So yeah, it was a lot to learn about how to serve the dual needs of protecting and supporting your boss, but being candid with the press in a way that built trust for the long-term. And having not been a reporter before, trying to achieve credibility with them nevertheless.
BW: And you were pretty successful at the job?
BT: I think I was reasonably successful. Again, much as with the Airline Road, there are things I didn’t know, and things that it took some time to know. But it seemed true in that job as it had in the job before it, as it now has in all subsequent jobs, that a certain amount of enthusiasm, a certain amount of willingness to get up an hour earlier, can solve a lot of problems that you might have.
BW: So then what was the next position you took in his office?
BT: Chief of staff in, I guess, ’89; something like that.
BW: So what kind of transition was that, and how did that work?
BT: That was less difficult I think, only because by then I’d been with him for fourteen years so I knew, even though I was still in my early thirties, I knew a fair amount about him. We didn’t have a lot of staff turnover, so I knew most of the staff people pretty well; there were, it took you into the different and challenging area of managing people and trying to resolve conflicts between employees and things of that nature, but it was, I think it was an easier transition than the other two. I felt less stupid, I felt like I, you know, if you’re the press secretary you’re exposed to a pretty good percentage of what happens in the office, so there wasn’t too much I had not seen before.
The guy who had been the chief of staff who left had done it since ‘73, so he’d been there sixteen years, and had done it extremely well, so there were big shoes to fill by a new younger person type of factor, but by that point it was a pretty stable office and the people who were there in significant jobs had been there a while and people knew what to do, so it wasn’t too mysterious.
BW: Who did you succeed?
BT: A guy named Tom Daffron, D-A-F-F-R-O-N, who Secretary Cohen and I just toasted a seventieth birthday party for him the other day, along with Senator Collins, who was also an intern at the same time I was for Bill Cohen. And Tom had been Senator Percy’s chief of staff before going over to Congressman Cohen, and has gone on to work for Fred Thompson and other folks after that.
BW: Was chief of staff mainly administrative, or was there a lot of, for lack of a better word, intellectual component to the job?

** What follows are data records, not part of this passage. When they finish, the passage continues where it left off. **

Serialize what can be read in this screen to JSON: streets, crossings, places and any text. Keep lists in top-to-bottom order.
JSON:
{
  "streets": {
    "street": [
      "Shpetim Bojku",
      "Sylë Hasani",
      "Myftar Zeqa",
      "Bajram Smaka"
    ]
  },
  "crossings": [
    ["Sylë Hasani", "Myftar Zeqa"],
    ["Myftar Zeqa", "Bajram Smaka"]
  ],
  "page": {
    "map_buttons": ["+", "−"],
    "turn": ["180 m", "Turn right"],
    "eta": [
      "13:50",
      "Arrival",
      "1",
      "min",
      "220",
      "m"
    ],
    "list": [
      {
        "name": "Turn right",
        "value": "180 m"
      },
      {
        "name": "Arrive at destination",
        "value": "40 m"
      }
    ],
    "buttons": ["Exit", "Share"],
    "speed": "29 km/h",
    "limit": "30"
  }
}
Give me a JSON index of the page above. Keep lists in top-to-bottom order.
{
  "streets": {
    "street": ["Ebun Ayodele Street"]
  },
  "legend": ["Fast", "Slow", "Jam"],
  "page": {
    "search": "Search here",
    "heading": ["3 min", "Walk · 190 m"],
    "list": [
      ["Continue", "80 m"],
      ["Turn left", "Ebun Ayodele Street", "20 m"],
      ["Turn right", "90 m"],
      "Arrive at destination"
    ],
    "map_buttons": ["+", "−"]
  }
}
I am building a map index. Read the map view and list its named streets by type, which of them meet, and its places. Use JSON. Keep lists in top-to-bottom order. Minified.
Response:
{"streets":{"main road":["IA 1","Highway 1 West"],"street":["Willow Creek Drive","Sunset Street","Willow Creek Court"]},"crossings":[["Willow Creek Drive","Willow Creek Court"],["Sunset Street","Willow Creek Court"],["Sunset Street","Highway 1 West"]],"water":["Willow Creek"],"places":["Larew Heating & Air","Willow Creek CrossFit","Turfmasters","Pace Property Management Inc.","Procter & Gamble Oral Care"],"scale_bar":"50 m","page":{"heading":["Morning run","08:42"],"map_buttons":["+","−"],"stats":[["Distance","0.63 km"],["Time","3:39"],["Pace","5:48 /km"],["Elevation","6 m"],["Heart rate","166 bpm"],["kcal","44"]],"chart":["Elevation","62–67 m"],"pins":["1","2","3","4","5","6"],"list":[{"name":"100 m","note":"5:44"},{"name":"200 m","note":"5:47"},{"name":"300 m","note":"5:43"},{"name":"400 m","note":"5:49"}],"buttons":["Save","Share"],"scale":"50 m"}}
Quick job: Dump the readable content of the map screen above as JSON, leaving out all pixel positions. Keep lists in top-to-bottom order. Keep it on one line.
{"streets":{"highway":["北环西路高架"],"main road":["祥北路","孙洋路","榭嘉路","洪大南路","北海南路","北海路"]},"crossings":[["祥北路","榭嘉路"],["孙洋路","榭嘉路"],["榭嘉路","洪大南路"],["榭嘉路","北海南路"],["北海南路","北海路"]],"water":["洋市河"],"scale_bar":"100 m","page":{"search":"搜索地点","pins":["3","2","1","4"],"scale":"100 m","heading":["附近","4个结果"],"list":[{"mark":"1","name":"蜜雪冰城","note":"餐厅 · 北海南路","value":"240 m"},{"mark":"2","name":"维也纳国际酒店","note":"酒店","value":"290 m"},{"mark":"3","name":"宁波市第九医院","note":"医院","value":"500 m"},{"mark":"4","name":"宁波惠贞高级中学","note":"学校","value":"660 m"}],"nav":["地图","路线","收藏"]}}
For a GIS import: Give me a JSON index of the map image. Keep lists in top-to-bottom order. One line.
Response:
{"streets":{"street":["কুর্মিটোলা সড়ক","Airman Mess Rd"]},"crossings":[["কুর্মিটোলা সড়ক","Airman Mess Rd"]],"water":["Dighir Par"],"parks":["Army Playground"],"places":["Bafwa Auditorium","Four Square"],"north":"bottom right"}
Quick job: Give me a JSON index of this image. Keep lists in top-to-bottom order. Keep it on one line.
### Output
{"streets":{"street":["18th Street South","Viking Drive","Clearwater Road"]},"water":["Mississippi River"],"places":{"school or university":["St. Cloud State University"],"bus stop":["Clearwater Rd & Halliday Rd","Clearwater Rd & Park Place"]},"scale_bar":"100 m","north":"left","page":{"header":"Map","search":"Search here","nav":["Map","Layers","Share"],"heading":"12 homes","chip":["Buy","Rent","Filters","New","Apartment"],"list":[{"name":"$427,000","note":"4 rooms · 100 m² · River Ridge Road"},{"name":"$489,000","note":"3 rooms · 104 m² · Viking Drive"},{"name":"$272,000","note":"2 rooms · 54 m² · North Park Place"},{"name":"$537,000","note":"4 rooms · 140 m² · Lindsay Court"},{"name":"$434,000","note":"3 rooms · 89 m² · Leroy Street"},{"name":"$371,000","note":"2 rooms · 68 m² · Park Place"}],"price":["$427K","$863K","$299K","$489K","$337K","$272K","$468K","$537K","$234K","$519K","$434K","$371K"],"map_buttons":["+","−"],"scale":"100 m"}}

BT: From a policy standpoint? I think of it as having been more administrative, or more managerial. You know, you’ve got a staff by that point of, counting committees, fifty or sixty people, so those are your fifty or sixty potential problem areas on any given day. So there, and the inflow and outflow is pretty constant on Capitol Hill so you’re always doing a lot of hiring, hopefully not too much firing, people are leaving on their own to do other things., but the finding, keeping, retaining and occasionally getting rid of people part takes a lot of time.
You’re never too, this may be truer then than now, but you’re never too divorced from whatever cycle you’re at in the reelection campaign. When I came on we were gearing up for a 1990 reelection, which turned out to be the last campaign he ran. So the, staying in touch with the political organization back in the state, working with your fellow senator, Senator Mitchell, being – and it’s really quite dependent on, and this leads to I think an interesting observation about Senator Mitchell – it’s really quite dependent on the nature of your boss.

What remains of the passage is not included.